Olayın bir de sürgün tarafı var. O tarihlerde memleketlerinden sürgün edilmelerine karar verilenlere, gittikleri yerlerde geçimlerini temin etmek için araziler verildi. Bunlar defterlerde kayıtlı. Daha sonra o araziler sürgün edilen kişilerin ellerinden alındı. Ben o defter kayıtlarını istedim. Ama verilmedi. Bunların da gün yüzüne çıkarılması lazım. Sen o arazileri de sahiplerine iade edeceksin. Buna mecbursun. Eğer araziler devletin elinden çıkmış ise, hak sahiplerine tazminatlarını ödeyeceksin. Eğer sen bunları yaparsan, ben ciddi olarak senin bu işin arkasında olduğunu düşüneceğim diyor Kemal bey.

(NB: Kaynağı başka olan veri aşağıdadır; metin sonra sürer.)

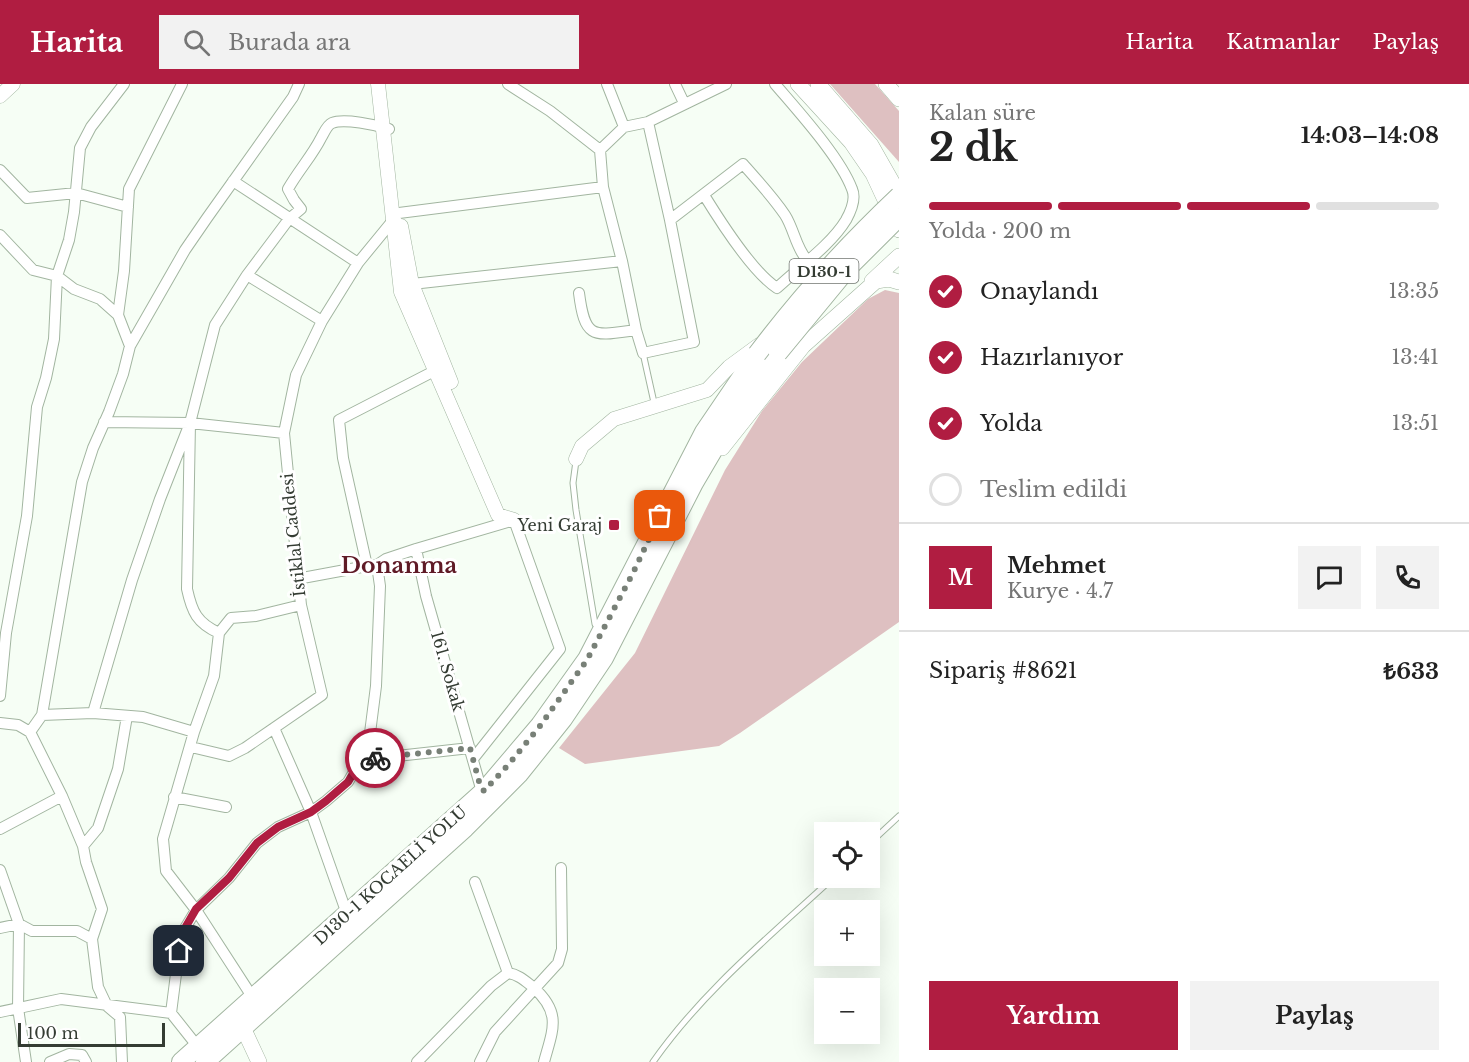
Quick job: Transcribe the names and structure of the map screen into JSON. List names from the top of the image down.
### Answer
{
  "streets": {
    "highway": ["D130-1", "D130-1 KOCAELİ YOLU"],
    "street": ["İstiklal Caddesi", "161. Sokak"]
  },
  "crossings": [
    ["D130-1", "D130-1 KOCAELİ YOLU"],
    ["161. Sokak", "D130-1 KOCAELİ YOLU"]
  ],
  "districts": ["Donanma"],
  "places": {
    "transit": ["Yeni Garaj"]
  },
  "scale_bar": "100 m",
  "page": {
    "header": "Harita",
    "search": "Burada ara",
    "nav": ["Harita", "Katmanlar", "Paylaş"],
    "heading": ["2 dk", "Kalan süre", "14:03–14:08"],
    "panel": [
      "Mehmet",
      "Kurye · 4.7",
      "Sipariş #8621",
      "₺633"
    ],
    "bar": "Yolda · 200 m",
    "list": [
      ["Onaylandı", "13:35"],
      ["Hazırlanıyor", "13:41"],
      ["Yolda", "13:51"],
      "Teslim edildi"
    ],
    "round": "M",
    "map_buttons": ["+", "−"],
    "buttons": ["Yardım", "Paylaş"],
    "scale": "100 m"
  }
}
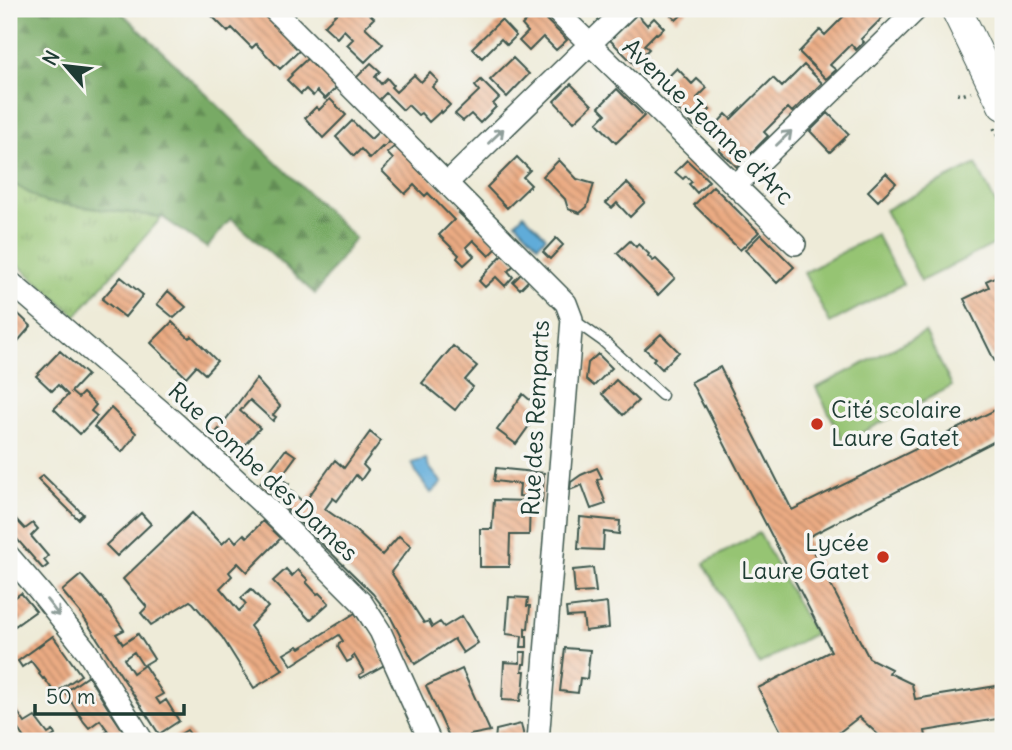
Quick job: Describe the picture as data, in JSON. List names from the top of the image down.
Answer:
{
  "streets": {
    "street": ["Avenue Jeanne d'Arc", "Rue des Remparts", "Rue Combe des Dames"]
  },
  "places": ["Cité scolaire Laure Gatet", "Lycée Laure Gatet"],
  "scale_bar": "50 m",
  "north": "top left"
}
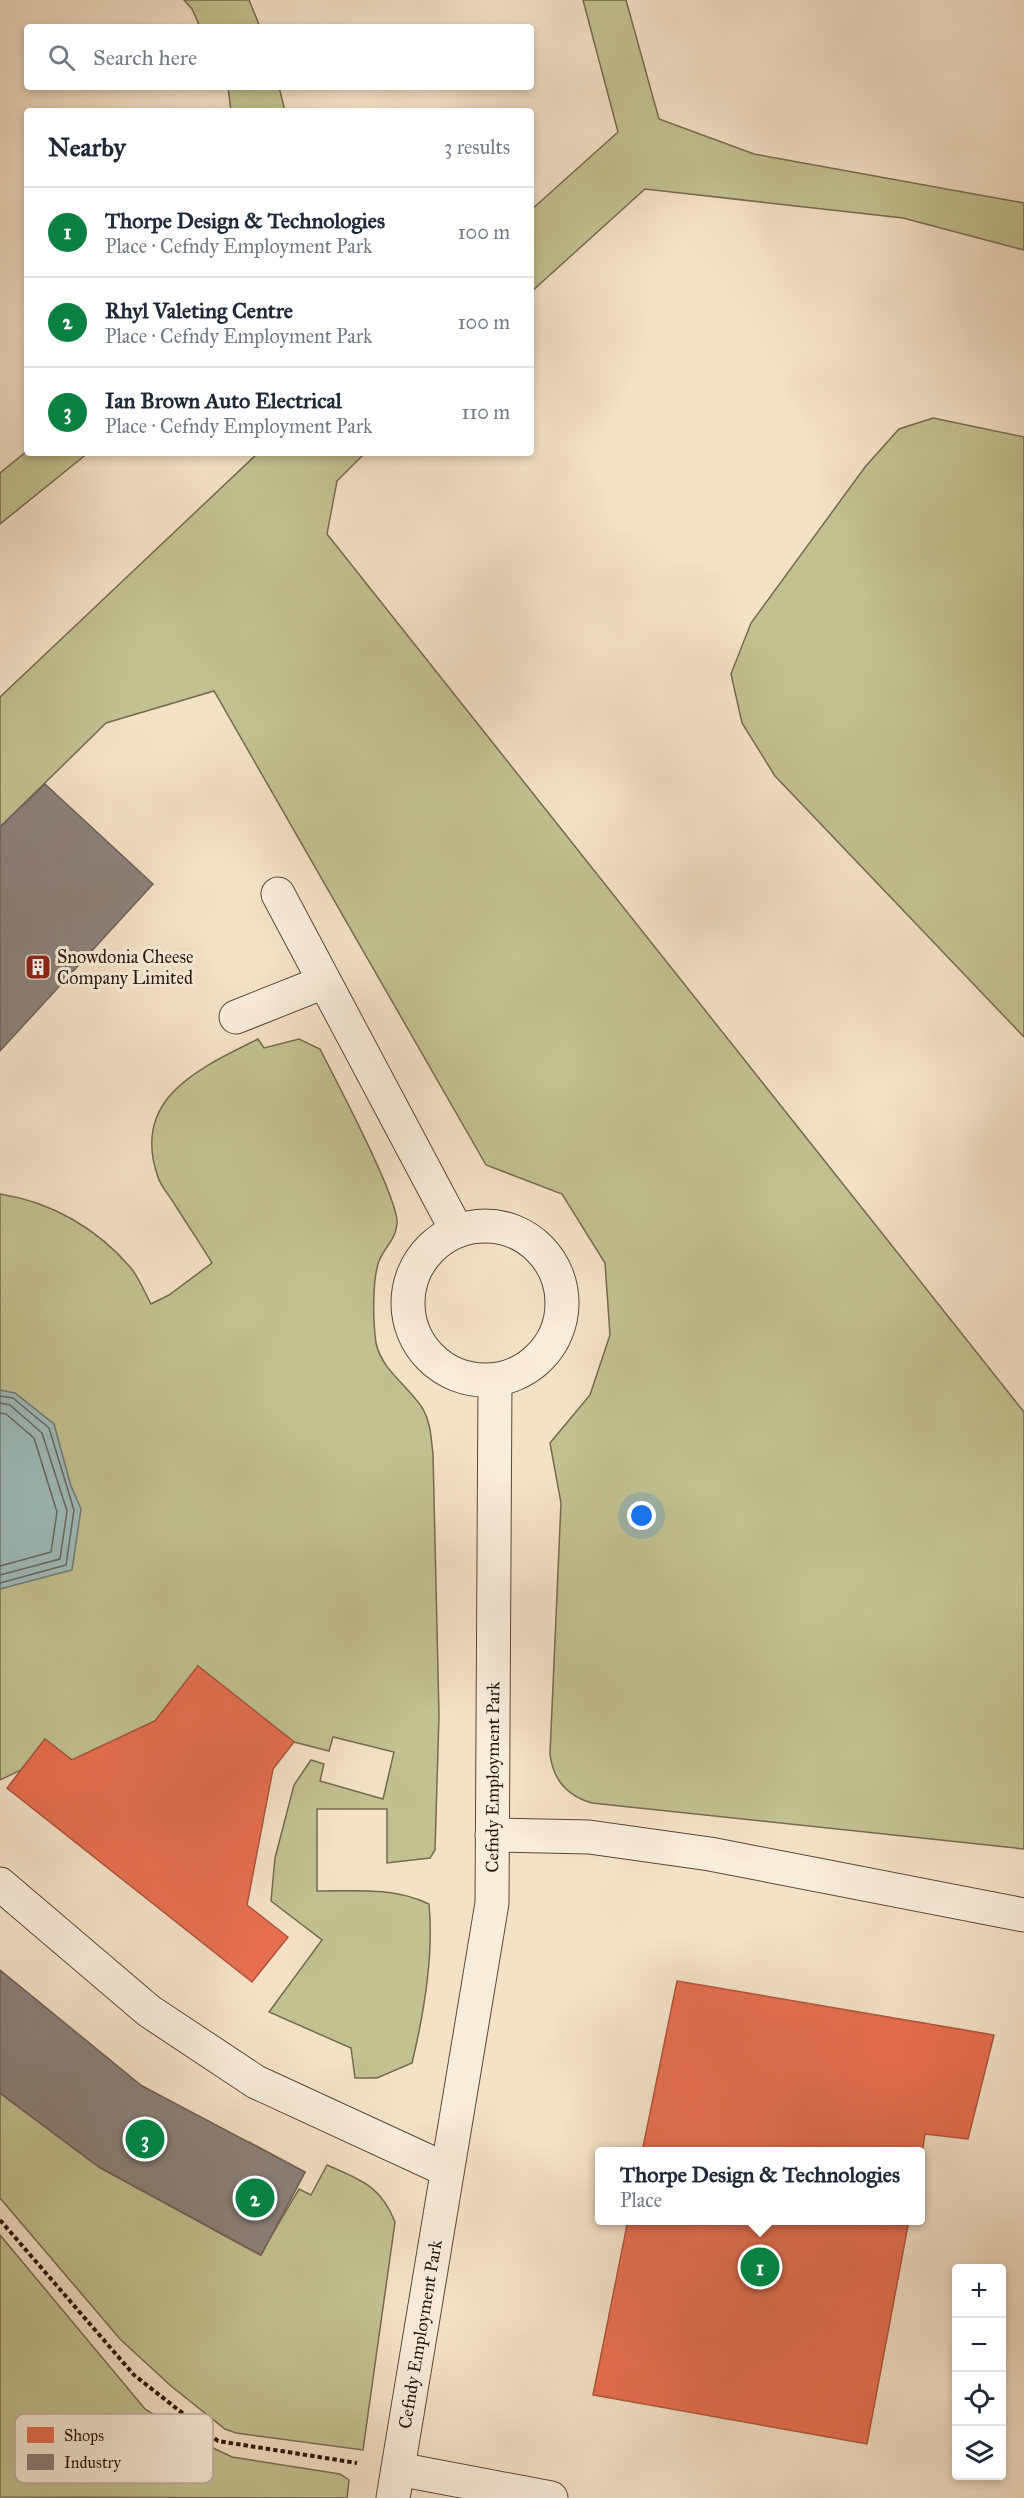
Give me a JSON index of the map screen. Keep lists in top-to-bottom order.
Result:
{
  "streets": {
    "street": ["Cefndy Employment Park"]
  },
  "places": {
    "building": ["Snowdonia Cheese Company Limited"]
  },
  "legend": ["Shops", "Industry"],
  "page": {
    "search": "Search here",
    "heading": ["Nearby", "3 results"],
    "list": [
      {
        "mark": "1",
        "name": "Thorpe Design & Technologies",
        "note": "Place · Cefndy Employment Park",
        "value": "100 m"
      },
      {
        "mark": "2",
        "name": "Rhyl Valeting Centre",
        "note": "Place · Cefndy Employment Park",
        "value": "100 m"
      },
      {
        "mark": "3",
        "name": "Ian Brown Auto Electrical",
        "note": "Place · Cefndy Employment Park",
        "value": "110 m"
      }
    ],
    "pins": ["3", "2", "1"],
    "popup": ["Thorpe Design & Technologies", "Place"],
    "map_buttons": ["+", "−"]
  }
}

Yanlış okumadınız, vallahi de, billahi de böyle söylüyor. Ama bu düşüncelerini dile getirdiği Kadıköy Belediye Meclisi toplantısından önce, Sayın Başbakanın Dersim katliamı ile ilgili olarak yapmış olduğu açıklamalar için ise, Milletin biri birine düşürülmesinin bundan iyi örneği olmaz diyor. Yani Sayın Başbakanın yapmış olduğu açıklamaların yalan, dolan, hakikat dışı şeyler olduğunu söylemiyor da, hani bizim İslami kesimde çok sık tekrarlanan her doğruyu bilmen hakkındır, ama her doğruyu her yerde söylemen hakkın değildir kuralını o da işletiyor, evet bu söylediklerin doğru ama, şimdi zamanı değildi demeye getiriyor.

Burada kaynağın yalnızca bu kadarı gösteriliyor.